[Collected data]
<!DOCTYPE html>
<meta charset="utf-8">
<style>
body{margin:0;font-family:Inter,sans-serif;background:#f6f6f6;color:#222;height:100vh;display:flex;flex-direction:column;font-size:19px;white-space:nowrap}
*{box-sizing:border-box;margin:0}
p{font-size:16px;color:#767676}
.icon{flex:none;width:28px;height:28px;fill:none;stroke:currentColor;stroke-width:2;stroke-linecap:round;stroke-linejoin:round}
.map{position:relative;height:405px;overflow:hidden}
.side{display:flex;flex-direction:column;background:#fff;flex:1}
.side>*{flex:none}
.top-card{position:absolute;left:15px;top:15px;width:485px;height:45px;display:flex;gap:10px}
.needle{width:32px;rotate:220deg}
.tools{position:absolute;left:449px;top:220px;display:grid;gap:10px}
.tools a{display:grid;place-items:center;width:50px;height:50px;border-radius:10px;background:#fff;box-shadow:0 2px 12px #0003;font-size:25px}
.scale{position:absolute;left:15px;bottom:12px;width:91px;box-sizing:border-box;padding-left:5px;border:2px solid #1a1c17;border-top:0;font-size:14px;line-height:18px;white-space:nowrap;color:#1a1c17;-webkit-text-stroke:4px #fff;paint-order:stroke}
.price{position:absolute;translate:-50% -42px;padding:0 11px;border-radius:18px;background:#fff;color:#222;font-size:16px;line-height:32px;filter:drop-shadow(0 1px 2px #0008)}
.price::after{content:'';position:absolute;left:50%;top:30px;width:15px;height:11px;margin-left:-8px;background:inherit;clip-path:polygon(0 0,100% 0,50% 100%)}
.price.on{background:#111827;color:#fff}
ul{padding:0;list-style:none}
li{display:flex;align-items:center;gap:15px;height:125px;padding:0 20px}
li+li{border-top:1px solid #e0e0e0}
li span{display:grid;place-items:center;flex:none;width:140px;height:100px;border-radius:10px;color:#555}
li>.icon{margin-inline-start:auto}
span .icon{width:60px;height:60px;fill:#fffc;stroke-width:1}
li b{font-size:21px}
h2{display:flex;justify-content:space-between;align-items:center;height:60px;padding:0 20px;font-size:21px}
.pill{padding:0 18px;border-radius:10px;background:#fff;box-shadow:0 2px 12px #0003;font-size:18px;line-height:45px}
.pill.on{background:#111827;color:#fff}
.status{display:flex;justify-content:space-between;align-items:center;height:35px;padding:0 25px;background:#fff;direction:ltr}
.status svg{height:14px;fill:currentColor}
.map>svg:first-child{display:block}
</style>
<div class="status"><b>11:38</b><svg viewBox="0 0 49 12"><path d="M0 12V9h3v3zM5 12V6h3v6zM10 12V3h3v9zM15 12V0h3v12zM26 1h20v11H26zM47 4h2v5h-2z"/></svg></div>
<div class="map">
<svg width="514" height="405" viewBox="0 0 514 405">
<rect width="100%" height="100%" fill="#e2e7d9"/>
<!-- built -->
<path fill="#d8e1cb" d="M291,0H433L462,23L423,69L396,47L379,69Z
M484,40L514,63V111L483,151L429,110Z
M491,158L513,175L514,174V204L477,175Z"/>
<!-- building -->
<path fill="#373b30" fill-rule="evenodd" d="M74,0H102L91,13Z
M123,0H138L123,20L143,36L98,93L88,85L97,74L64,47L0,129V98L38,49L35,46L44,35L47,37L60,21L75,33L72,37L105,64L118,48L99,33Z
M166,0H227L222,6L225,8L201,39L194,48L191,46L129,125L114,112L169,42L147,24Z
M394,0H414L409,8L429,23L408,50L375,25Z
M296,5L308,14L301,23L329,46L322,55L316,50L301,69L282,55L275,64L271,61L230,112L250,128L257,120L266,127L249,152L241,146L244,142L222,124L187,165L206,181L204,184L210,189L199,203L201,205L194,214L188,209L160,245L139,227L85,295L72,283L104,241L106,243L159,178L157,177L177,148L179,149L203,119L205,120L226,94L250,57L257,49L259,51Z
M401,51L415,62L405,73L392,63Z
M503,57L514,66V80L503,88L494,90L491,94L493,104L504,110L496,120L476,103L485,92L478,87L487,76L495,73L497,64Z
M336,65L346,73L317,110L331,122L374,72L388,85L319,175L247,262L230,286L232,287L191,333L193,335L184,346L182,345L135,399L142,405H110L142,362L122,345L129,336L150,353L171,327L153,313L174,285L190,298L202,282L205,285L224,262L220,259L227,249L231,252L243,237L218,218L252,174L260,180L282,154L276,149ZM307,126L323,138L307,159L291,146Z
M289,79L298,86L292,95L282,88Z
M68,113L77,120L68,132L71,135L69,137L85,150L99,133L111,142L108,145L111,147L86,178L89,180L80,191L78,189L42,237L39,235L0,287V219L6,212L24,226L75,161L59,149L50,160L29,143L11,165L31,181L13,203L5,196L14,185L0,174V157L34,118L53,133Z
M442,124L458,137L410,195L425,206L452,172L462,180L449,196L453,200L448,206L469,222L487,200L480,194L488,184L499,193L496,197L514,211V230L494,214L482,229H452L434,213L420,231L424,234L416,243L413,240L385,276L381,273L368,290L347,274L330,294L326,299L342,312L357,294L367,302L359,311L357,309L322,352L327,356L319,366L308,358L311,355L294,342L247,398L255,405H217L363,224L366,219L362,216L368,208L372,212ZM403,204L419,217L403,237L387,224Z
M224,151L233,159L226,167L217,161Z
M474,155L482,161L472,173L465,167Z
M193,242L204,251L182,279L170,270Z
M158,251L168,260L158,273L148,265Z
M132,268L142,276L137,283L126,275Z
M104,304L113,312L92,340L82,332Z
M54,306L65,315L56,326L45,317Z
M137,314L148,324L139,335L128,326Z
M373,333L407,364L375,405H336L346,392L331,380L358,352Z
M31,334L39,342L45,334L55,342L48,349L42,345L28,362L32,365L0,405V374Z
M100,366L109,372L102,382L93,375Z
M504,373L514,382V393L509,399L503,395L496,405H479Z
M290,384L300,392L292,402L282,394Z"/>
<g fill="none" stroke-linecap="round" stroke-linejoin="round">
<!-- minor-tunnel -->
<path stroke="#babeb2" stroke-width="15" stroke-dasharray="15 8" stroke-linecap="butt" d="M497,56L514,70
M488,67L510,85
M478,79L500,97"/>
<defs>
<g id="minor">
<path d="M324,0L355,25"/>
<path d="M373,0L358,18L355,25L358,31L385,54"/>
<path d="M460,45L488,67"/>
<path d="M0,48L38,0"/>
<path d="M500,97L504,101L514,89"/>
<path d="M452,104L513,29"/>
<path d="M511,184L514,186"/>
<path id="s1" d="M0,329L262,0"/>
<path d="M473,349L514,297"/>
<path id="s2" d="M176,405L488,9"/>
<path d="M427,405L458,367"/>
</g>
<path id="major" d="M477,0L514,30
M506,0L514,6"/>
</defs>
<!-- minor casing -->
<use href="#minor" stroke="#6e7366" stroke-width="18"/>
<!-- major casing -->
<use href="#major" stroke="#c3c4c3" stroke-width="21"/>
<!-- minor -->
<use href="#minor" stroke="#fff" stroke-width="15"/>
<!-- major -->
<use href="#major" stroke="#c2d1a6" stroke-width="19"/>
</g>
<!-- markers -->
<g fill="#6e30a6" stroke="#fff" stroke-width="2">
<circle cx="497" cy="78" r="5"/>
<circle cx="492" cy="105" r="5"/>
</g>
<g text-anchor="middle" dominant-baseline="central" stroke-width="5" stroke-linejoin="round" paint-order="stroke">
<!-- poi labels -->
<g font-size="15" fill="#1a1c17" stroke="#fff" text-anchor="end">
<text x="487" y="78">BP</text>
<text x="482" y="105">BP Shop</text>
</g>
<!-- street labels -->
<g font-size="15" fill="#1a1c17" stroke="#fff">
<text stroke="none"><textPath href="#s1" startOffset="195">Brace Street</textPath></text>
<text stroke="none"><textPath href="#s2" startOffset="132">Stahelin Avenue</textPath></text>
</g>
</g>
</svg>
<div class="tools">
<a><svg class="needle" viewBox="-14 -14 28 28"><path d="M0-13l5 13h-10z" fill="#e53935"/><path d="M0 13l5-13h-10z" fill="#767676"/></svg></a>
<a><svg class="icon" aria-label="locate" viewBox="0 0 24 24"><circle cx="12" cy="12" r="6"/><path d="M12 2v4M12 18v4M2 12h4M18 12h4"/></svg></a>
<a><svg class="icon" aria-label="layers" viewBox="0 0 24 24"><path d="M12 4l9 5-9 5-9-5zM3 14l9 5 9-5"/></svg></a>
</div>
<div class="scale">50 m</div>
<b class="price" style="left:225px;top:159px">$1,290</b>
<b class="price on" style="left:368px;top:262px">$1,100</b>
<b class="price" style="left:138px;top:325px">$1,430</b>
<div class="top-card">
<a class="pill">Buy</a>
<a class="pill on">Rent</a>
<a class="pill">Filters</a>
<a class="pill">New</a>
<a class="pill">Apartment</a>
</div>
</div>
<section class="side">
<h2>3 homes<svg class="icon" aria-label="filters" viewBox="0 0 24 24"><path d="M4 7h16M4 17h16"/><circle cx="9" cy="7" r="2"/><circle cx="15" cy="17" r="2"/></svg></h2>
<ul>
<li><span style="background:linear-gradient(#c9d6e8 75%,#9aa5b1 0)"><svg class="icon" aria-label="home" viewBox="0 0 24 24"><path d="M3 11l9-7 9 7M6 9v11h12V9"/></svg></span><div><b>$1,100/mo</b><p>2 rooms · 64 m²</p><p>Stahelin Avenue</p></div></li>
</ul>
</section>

#### [Assignment]
Using the records given above, list every line that includes the word "sizing".

#### [Exercise response]
*{box-sizing:border-box;margin:0}
.scale{position:absolute;left:15px;bottom:12px;width:91px;box-sizing:border-box;padding-left:5px;border:2px solid #1a1c17;border-top:0;font-size:14px;line-height:18px;white-space:nowrap;color:#1a1c17;-webkit-text-stroke:4px #fff;paint-order:stroke}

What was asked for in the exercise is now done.